# [ABOUT THIS TASK]
Look through the records below and state how many lines carry the string "strong", adding nothing.

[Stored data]
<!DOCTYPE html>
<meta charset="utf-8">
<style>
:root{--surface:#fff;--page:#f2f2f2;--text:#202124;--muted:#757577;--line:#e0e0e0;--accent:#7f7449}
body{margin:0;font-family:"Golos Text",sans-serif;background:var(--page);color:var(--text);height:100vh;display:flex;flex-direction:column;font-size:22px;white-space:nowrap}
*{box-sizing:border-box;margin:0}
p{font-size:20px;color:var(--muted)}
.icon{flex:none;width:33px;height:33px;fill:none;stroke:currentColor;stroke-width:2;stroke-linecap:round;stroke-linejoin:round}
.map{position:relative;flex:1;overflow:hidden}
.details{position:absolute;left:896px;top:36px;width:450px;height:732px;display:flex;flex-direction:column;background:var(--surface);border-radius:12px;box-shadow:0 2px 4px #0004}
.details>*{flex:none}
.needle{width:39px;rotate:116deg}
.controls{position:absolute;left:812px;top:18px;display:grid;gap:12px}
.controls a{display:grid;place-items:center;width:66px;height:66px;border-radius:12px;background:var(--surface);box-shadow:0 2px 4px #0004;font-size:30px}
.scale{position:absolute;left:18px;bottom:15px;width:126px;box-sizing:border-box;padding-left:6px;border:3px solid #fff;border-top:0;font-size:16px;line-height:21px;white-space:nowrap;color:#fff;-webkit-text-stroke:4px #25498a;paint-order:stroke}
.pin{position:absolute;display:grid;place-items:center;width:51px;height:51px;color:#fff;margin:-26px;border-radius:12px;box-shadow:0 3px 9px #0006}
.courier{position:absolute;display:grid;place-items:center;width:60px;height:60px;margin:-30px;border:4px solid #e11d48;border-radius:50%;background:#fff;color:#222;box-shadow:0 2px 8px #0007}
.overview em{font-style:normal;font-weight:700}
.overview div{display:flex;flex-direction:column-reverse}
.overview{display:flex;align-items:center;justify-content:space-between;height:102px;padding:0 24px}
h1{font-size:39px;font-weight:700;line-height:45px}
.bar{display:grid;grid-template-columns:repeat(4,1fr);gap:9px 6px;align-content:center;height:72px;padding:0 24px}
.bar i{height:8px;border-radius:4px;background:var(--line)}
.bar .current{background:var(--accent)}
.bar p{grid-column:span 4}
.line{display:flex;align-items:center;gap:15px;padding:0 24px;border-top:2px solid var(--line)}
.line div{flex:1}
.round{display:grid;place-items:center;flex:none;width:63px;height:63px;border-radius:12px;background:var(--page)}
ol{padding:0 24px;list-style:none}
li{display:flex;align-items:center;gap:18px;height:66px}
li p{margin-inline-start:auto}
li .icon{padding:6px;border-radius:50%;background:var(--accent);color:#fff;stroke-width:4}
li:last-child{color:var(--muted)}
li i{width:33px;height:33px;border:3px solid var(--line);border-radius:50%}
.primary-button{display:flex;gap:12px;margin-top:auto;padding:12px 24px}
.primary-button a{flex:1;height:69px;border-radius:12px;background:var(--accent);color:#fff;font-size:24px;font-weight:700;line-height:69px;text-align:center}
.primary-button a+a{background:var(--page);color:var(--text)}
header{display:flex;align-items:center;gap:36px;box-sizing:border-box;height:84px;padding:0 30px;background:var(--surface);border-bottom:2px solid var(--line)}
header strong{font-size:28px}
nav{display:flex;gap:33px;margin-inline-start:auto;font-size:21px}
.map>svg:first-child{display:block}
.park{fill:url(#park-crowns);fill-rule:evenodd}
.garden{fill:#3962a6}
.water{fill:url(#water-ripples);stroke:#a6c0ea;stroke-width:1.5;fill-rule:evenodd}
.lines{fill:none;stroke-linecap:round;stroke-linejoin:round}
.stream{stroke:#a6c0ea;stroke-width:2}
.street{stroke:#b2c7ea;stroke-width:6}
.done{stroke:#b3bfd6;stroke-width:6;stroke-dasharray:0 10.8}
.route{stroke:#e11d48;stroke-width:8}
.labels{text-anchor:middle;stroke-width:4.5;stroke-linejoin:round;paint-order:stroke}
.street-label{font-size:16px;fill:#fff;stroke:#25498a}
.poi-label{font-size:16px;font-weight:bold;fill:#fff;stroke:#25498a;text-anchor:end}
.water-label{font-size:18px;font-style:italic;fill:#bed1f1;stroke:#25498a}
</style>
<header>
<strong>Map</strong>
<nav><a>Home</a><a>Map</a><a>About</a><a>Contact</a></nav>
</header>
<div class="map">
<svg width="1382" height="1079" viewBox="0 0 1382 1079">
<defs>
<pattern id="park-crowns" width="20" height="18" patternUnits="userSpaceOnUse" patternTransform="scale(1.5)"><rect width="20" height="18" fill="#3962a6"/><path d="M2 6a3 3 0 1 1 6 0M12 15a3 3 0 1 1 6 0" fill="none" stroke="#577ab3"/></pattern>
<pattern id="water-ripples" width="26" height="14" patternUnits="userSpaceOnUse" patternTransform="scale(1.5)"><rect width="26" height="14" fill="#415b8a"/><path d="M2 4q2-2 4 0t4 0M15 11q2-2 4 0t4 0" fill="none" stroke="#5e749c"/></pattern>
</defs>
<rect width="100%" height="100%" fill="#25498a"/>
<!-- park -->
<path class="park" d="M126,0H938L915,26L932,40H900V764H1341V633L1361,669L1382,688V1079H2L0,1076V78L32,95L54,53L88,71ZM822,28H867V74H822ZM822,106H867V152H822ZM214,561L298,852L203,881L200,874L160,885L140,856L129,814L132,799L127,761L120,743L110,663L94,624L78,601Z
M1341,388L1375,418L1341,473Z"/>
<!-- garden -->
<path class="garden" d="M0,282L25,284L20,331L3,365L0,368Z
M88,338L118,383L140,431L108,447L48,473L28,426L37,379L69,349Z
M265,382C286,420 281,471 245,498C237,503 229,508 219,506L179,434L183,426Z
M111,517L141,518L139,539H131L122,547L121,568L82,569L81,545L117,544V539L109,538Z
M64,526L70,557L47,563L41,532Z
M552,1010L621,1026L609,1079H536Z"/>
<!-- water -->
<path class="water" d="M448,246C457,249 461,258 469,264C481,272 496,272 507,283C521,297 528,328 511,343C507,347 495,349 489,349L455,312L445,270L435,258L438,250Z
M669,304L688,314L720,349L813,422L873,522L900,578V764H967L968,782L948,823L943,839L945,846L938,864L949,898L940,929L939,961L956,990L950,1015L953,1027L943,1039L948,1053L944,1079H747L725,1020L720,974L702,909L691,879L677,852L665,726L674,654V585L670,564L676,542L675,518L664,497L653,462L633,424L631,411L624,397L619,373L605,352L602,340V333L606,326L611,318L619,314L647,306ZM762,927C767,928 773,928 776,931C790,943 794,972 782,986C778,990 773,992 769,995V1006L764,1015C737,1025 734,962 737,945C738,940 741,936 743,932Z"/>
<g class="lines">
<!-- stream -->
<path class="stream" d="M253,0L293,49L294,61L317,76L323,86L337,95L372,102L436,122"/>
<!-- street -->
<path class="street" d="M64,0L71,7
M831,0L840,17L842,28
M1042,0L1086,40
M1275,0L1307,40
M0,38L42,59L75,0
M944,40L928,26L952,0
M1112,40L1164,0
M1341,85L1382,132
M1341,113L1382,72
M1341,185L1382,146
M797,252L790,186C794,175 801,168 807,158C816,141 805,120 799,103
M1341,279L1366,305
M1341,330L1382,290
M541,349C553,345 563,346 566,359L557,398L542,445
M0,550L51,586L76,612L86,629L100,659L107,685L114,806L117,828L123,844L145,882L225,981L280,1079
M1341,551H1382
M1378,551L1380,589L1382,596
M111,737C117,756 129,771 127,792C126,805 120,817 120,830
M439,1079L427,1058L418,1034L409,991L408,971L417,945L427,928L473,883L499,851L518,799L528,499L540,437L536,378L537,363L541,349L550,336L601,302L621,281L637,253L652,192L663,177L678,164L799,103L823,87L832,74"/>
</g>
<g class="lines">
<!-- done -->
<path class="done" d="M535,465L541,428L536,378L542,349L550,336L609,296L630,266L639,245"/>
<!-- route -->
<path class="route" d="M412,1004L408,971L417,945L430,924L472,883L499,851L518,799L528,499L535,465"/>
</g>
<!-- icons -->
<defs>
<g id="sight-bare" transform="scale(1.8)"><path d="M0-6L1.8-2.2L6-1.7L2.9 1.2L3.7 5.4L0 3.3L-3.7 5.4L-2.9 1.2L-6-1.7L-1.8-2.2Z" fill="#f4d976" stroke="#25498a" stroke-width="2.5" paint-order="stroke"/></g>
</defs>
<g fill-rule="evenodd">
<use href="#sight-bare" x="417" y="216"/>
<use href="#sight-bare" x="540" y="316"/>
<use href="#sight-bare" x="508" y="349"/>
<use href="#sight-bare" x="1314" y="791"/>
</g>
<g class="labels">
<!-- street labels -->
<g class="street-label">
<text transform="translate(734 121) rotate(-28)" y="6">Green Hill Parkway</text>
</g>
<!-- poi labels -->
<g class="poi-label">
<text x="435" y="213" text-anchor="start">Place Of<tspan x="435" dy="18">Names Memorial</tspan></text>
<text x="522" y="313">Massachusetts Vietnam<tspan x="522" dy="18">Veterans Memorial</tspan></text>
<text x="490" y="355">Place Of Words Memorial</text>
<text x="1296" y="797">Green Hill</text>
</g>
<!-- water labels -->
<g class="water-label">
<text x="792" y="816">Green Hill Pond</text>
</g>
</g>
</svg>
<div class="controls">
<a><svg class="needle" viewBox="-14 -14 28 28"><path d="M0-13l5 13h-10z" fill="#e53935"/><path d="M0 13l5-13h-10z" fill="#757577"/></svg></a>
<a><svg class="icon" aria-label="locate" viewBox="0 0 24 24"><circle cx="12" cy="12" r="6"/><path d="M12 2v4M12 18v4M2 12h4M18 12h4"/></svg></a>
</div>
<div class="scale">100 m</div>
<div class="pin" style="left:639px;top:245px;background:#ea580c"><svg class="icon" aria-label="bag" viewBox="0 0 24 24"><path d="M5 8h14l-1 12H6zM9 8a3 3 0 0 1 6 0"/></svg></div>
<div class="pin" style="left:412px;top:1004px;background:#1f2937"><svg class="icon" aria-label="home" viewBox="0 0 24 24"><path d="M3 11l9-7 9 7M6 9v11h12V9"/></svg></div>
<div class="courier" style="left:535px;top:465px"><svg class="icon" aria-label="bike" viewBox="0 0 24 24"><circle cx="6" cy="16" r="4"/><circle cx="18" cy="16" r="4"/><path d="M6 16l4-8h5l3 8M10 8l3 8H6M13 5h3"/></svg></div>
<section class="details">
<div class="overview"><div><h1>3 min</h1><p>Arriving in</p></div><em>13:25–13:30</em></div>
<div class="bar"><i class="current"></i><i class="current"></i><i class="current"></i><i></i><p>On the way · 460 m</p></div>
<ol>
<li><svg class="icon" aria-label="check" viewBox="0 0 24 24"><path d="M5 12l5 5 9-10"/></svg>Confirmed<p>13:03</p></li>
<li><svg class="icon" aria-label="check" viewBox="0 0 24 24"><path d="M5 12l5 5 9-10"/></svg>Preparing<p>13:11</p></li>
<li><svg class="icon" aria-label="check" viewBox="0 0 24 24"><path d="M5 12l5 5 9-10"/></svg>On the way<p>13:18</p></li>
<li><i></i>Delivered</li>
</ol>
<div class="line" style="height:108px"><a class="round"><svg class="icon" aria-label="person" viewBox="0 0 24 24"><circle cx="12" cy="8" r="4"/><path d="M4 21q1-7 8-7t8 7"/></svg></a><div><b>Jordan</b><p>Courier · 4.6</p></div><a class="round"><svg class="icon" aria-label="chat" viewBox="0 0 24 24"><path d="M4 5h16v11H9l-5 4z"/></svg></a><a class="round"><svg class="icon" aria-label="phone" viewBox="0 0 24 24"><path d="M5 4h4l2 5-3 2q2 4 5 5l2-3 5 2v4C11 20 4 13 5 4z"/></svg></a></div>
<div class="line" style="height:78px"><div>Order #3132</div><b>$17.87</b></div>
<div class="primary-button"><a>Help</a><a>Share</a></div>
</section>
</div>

# [ANSWER]
2